With the features you have a year and a half and one shot to be funny, entertaining, beautiful, engaging and build characters that can sustain a movie, all those things and you have one opening weekend! Once the movie comes out and it does not connect with the audiences you’re done. Having that framework in mind I had to make a real switch. Everything in features gets scrutinised a lot more and I tried to balance the right amount of scrutiny so we did not over analyse it, because everything I have done in my life is by my gut I don’t feel like film making has rules.
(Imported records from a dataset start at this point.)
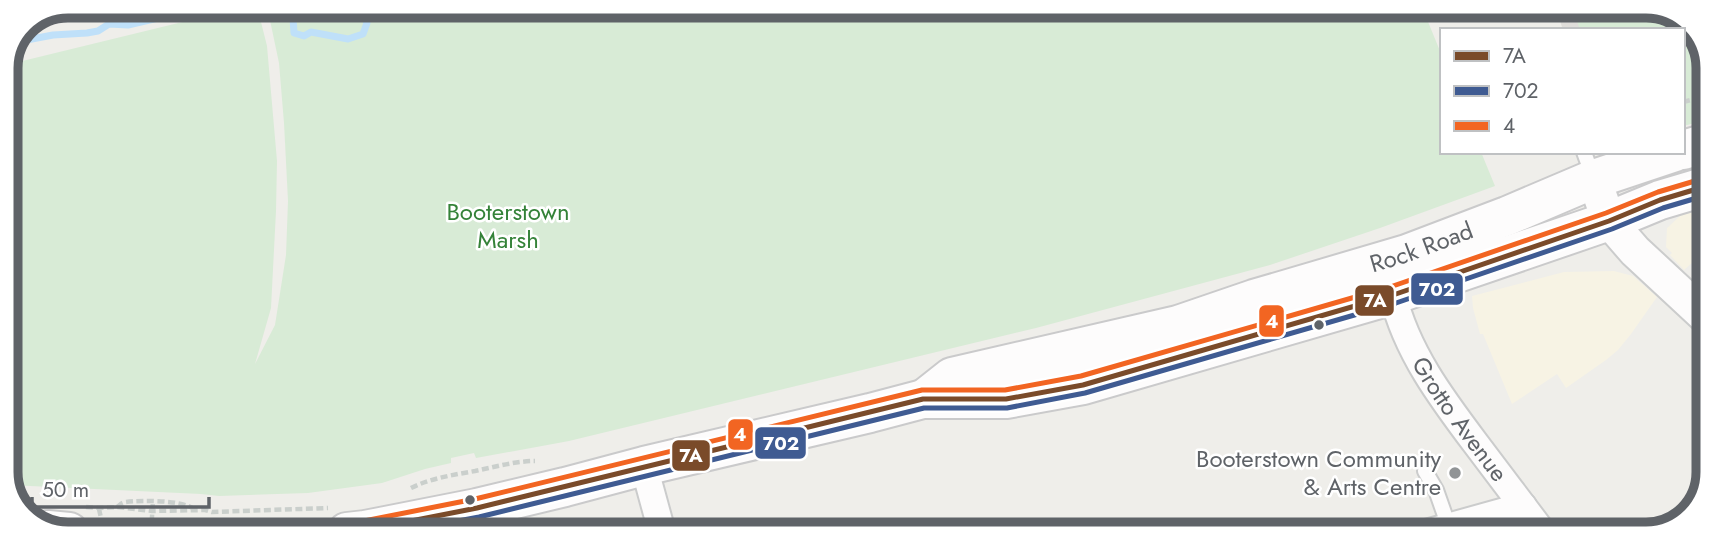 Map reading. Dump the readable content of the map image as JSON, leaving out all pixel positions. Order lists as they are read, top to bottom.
{
  "streets": {
    "main road": ["Rock Road"],
    "street": ["Grotto Avenue"]
  },
  "crossings": [
    ["Rock Road", "Grotto Avenue"]
  ],
  "parks": ["Booterstown Marsh"],
  "places": ["Booterstown Community & Arts Centre"],
  "lines": ["transit line 4", "transit line 7A", "transit line 702"],
  "legend": ["7A", "702", "4"],
  "scale_bar": "50 m"
} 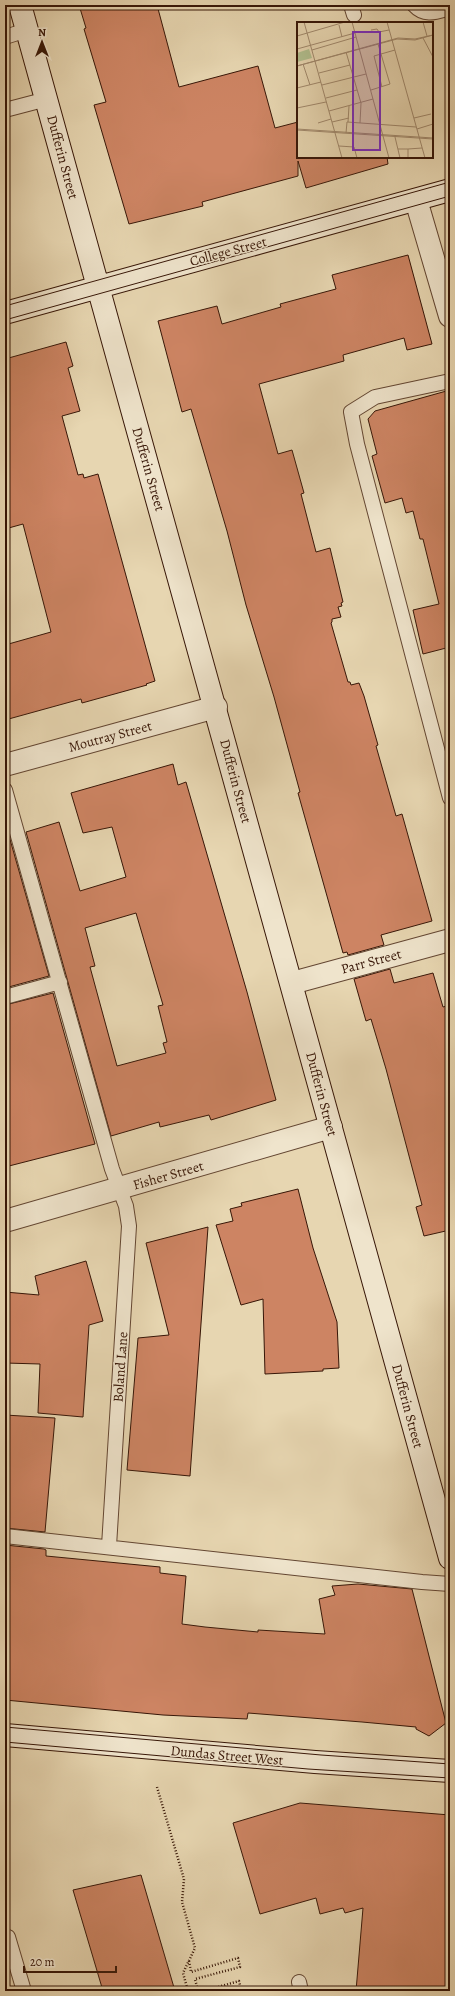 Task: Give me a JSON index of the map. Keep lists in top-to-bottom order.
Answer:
{
  "streets": {
    "main road": [
      "Dufferin Street",
      "College Street",
      "Moutray Street",
      "Parr Street",
      "Fisher Street",
      "Dundas Street West"
    ],
    "lane": ["Boland Lane"]
  },
  "crossings": [
    ["Dufferin Street", "College Street"],
    ["Dufferin Street", "Moutray Street"],
    ["Dufferin Street", "Parr Street"],
    ["Dufferin Street", "Fisher Street"],
    ["Fisher Street", "Boland Lane"]
  ],
  "scale_bar": "20 m",
  "north": "top"
}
There are basic rules you can follow but generally it is about having a story telling gut, and I really trusted my gut through my career and through this role your gut, your confidence and your experience is all you have.
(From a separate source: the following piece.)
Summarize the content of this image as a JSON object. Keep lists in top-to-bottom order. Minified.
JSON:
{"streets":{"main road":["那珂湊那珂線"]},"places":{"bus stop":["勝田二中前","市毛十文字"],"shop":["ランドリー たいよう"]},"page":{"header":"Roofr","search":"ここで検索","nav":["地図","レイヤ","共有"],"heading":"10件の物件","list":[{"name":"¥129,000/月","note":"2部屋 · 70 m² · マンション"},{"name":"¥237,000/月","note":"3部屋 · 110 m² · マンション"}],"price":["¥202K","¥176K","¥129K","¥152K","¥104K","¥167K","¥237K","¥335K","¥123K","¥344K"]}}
Which method do you prefer?
I love TV because I have been very fortunate with TV that I have been able to do my own creations. The great thing about television is you can try something new with every episode and that is what I love, we can push ourselves, especially on Samurai Jack. On features you get the reaction, on TV we would do something and then it would be on TV and that’s it; no feedback, there is nothing like sitting in a movie theatre with an audience watching something you have created, it feels like stand up comedy without actually having to do it! I can sit down comfortably and hide in my chair! And that is an amazing feeling to watch one of the test screenings and being able to tell when people were loving it and when it was slowed down too much.
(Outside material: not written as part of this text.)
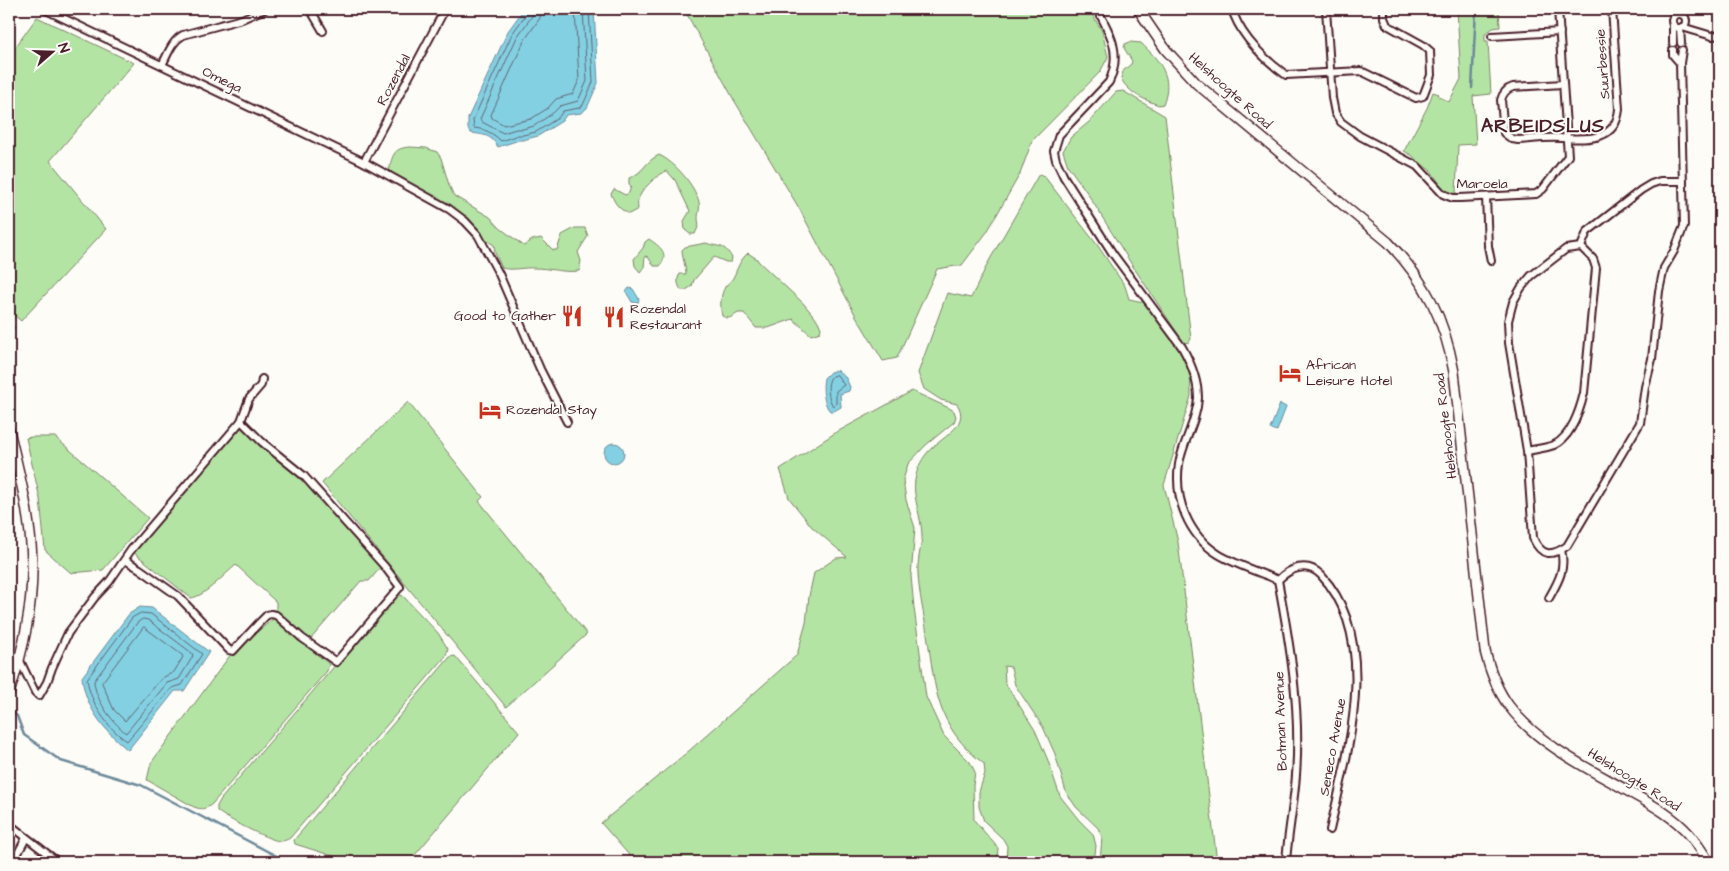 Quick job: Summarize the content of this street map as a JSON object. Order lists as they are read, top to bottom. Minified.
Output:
{"streets":{"main road":["Helshoogte Road"],"street":["Suurbessie","Omega","Rozendal","Maroela","Botman Avenue","Seneco Avenue"]},"crossings":[["Suurbessie","Maroela"],["Omega","Rozendal"],["Botman Avenue","Seneco Avenue"]],"districts":["ARBEIDSLUS"],"places":{"restaurant":["Good to Gather","Rozendal Restaurant"],"hotel":["African Leisure Hotel","Rozendal Stay"]},"north":"right"}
This film had long history before you became involved what did you bring to the it?
The basic idea of the story was already there ‘Dracula is a Dad who runs a hotel for monsters’ so when I came in I gave it a framework and structure. I gave it the tone and the broadness of the comedy; the exaggerated animation. Some of the castle was already built and some of the characters were built so we built a lot of the secondary ones and Dracula and Jonathan. I was still able to contribute a lot but it definitely would have been nice to be there from the start. The reason I did step in was because I loved the artwork and it did look beautiful so I had a good set of toys to play with from the start.
The film wastes no time in showcasing your frantic style of animation. How did you retain control over the animation style?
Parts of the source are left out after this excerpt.